此輸出的標記,值和屬性多個列表。這工作正常。

['Application', 'UserAuthRequest', 'VendorApp', 'AppName', 'ApplicationRequest', 'GUID', 'Type', 'File', 'FileExtension', 'Result', 'ResultCode'] 
['', '', '', 'SING', '', 'ABD45129-PD1212-121DFL', 'Streaming', '', '', '', 'Success'] 
[[{'Version': '2.01'}], [], [], [], [{'ID': '12-123-AH'}], [], [{'tc': '200'}], [], [{'VendorCode': '200'}], [], [{'tc': '1'}]] 

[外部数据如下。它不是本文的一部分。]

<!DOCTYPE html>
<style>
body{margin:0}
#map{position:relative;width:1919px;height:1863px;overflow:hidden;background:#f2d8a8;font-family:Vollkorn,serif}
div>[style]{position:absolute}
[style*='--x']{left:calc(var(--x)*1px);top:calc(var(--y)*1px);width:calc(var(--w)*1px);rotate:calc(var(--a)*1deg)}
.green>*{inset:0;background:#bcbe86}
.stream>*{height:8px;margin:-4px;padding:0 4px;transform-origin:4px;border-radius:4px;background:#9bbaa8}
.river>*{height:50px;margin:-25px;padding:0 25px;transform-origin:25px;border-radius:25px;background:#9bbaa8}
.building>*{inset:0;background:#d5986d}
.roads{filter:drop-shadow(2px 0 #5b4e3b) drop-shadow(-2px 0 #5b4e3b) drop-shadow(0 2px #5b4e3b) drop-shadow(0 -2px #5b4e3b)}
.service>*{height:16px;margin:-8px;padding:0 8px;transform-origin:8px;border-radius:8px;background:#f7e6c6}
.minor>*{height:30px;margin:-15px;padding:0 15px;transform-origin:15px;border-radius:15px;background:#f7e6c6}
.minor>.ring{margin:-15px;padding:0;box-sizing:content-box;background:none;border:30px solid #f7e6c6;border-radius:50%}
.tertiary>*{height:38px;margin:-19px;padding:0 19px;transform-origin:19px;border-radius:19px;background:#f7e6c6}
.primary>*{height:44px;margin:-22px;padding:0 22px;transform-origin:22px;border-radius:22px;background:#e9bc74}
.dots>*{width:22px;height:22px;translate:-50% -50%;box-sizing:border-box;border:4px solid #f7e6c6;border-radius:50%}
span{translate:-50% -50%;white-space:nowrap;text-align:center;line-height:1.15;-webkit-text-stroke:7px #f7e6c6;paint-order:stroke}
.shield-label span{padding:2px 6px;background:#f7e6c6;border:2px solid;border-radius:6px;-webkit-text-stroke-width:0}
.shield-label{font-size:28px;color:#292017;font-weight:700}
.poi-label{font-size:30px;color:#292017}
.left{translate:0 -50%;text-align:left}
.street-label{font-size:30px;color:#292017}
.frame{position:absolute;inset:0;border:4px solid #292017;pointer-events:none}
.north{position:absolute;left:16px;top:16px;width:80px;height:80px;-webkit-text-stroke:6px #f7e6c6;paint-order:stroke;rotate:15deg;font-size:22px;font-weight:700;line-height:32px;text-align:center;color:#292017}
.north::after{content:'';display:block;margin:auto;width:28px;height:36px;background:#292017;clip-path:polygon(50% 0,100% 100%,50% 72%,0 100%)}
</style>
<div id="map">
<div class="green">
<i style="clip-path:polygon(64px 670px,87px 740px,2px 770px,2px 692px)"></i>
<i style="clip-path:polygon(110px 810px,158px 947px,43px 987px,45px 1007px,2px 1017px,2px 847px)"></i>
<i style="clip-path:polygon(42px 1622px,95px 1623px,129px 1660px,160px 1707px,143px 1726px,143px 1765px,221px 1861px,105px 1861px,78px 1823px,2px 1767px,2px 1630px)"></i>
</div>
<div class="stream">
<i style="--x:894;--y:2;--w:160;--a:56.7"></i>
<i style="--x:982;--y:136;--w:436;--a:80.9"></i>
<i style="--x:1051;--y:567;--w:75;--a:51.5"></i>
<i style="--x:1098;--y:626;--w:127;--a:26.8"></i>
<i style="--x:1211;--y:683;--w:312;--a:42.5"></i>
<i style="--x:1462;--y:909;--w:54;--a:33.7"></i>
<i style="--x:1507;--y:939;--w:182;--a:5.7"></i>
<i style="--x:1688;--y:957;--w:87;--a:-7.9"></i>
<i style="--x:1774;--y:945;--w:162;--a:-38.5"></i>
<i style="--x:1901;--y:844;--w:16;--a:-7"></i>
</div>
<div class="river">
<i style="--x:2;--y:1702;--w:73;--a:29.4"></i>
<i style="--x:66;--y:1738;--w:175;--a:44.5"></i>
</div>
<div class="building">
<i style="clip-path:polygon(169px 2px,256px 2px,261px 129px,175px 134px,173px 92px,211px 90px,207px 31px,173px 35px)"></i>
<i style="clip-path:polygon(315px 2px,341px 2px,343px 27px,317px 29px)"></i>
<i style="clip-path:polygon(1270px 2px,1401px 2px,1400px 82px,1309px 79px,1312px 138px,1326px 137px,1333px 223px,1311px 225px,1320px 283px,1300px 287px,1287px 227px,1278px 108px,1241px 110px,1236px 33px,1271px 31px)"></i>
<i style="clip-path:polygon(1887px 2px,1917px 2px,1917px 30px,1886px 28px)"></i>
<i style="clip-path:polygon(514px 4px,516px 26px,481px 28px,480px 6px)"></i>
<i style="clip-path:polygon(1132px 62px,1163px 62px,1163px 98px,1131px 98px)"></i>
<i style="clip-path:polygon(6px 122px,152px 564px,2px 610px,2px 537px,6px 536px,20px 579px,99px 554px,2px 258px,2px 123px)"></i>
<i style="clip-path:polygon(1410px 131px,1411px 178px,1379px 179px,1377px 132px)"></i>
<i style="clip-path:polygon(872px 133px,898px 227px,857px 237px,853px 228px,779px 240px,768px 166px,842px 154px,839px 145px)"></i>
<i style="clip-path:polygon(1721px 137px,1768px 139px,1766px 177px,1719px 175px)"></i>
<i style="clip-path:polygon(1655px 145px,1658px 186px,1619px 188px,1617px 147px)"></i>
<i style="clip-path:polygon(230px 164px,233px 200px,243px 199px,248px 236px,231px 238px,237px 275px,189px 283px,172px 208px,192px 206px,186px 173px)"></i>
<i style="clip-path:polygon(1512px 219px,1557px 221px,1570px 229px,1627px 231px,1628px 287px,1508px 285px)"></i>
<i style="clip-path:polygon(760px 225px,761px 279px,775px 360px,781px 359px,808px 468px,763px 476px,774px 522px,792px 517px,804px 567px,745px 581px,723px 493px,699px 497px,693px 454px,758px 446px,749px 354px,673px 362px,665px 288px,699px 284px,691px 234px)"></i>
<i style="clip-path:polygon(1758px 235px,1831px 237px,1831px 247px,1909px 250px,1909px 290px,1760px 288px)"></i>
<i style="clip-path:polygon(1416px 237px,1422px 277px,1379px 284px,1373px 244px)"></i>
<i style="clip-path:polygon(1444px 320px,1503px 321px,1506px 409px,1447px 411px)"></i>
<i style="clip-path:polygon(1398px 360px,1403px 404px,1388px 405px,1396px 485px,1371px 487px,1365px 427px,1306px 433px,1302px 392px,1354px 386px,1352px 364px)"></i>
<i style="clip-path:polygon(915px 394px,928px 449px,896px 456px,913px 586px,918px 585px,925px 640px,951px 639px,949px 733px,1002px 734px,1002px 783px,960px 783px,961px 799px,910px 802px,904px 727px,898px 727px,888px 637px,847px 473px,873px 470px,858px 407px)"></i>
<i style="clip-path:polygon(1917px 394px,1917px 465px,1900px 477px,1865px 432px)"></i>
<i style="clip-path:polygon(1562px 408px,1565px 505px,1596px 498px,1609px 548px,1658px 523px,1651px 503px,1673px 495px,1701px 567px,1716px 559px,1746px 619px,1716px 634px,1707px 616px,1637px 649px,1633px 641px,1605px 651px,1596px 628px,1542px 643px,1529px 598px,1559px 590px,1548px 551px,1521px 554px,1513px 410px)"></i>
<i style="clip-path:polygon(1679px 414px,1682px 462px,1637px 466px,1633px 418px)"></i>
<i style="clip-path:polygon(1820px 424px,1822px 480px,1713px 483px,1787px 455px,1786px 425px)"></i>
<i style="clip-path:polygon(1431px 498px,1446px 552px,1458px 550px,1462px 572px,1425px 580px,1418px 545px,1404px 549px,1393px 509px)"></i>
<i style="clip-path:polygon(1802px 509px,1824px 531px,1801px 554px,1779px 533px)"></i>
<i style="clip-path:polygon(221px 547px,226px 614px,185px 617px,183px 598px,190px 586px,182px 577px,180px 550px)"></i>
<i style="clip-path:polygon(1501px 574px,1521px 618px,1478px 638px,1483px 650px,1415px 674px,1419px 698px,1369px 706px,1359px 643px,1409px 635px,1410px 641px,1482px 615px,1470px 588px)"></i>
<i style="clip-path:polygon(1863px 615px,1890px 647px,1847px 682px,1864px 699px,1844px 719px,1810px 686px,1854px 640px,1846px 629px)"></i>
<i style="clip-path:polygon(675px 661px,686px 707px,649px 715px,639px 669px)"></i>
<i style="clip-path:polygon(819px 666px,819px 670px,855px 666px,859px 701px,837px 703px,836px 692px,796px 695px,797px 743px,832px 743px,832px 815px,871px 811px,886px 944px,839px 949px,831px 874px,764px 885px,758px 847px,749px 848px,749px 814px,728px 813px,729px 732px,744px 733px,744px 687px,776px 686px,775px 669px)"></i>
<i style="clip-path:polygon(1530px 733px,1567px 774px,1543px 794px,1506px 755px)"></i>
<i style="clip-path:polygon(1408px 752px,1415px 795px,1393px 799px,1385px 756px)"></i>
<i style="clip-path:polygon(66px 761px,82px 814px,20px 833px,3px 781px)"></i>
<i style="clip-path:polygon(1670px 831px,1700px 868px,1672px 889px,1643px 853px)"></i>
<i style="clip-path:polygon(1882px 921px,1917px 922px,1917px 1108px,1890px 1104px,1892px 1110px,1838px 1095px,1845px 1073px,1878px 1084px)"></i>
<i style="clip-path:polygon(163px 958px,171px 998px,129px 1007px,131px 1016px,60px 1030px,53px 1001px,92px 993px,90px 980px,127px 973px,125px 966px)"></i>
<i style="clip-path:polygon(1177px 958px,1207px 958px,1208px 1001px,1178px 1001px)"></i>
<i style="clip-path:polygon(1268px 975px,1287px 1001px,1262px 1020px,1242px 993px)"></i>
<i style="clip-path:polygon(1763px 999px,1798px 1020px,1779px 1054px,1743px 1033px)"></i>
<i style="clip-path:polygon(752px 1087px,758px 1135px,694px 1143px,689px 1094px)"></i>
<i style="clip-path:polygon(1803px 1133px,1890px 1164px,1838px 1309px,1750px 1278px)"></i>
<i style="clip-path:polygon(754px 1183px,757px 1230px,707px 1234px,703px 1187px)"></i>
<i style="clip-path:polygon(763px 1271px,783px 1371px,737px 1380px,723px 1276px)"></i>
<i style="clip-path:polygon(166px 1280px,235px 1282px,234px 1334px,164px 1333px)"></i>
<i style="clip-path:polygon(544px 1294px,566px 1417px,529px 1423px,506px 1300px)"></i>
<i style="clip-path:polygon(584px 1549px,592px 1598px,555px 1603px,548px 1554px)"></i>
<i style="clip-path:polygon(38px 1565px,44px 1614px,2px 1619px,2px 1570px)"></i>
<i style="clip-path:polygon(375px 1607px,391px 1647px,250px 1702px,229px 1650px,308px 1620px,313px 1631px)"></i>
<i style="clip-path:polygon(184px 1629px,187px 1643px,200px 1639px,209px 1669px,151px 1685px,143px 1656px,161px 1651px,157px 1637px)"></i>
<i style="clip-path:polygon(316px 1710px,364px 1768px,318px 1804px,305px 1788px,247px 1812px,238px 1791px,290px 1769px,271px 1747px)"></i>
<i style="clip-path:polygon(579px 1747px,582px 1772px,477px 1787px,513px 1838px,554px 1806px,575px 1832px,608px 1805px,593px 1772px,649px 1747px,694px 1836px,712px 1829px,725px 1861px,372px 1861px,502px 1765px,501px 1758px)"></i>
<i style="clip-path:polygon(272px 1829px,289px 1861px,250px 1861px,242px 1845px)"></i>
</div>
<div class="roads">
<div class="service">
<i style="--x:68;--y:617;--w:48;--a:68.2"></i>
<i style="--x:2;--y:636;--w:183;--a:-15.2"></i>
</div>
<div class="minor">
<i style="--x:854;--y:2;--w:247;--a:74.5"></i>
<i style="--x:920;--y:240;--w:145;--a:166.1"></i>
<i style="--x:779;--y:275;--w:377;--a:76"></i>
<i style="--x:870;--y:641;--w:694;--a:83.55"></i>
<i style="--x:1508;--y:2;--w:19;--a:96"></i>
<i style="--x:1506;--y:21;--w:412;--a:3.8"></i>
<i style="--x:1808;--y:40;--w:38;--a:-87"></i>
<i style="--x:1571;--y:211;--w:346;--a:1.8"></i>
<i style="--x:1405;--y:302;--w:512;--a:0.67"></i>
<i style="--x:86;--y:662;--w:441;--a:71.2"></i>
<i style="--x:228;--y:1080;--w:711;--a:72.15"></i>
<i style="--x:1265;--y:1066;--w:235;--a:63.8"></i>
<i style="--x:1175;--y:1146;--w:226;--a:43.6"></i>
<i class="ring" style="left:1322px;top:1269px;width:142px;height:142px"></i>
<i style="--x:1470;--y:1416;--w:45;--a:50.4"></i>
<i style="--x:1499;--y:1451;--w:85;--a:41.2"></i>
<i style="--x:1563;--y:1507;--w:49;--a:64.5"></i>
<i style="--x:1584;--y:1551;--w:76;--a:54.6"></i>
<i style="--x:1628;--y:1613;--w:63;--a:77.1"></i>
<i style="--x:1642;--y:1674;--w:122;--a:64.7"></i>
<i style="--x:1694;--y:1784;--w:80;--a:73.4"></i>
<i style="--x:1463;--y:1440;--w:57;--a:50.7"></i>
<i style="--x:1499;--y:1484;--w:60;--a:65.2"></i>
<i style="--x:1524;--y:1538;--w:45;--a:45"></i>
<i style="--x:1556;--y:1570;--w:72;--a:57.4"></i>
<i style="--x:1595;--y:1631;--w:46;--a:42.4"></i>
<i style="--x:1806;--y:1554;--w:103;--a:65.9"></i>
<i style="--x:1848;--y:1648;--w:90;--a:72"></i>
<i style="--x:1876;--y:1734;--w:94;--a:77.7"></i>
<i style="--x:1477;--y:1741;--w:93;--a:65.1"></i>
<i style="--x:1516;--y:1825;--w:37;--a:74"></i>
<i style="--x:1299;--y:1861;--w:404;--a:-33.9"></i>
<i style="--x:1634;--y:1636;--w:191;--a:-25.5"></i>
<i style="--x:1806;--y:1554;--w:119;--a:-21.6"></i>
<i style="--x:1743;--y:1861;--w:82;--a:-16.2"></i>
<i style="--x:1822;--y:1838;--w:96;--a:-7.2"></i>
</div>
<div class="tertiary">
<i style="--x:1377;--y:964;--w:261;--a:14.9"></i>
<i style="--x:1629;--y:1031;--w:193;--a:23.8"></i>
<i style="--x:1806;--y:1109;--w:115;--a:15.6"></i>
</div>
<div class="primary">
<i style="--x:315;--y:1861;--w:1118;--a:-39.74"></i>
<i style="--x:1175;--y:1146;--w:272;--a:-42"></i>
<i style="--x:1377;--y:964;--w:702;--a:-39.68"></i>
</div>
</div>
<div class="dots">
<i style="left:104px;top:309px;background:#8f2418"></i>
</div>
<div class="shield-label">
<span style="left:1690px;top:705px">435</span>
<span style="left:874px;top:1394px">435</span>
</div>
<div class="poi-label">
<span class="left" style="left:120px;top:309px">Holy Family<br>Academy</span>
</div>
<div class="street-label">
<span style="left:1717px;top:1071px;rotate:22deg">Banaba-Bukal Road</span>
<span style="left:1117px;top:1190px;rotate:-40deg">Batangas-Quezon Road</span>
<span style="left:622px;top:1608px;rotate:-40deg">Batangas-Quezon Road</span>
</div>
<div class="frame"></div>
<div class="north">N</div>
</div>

但我的問題是,我需要標籤,包括父母和孩子的標籤。像下面的實際輸出我靶向:

['Application', 'UserAuthRequest', 'UserAuthRequest.VendorApp', 'UserAuthRequest.VendorApp.AppName', 'ApplicationRequest', 'ApplicationRequest.GUID', 'ApplicationRequest.Type', 'ApplicationRequest.File', 'ApplicationRequest.File.FileExtension', 'ApplicationRequest.File.FileExtension.Result', 'ApplicationRequest.File.FileExtension.Result.ResultCode'] 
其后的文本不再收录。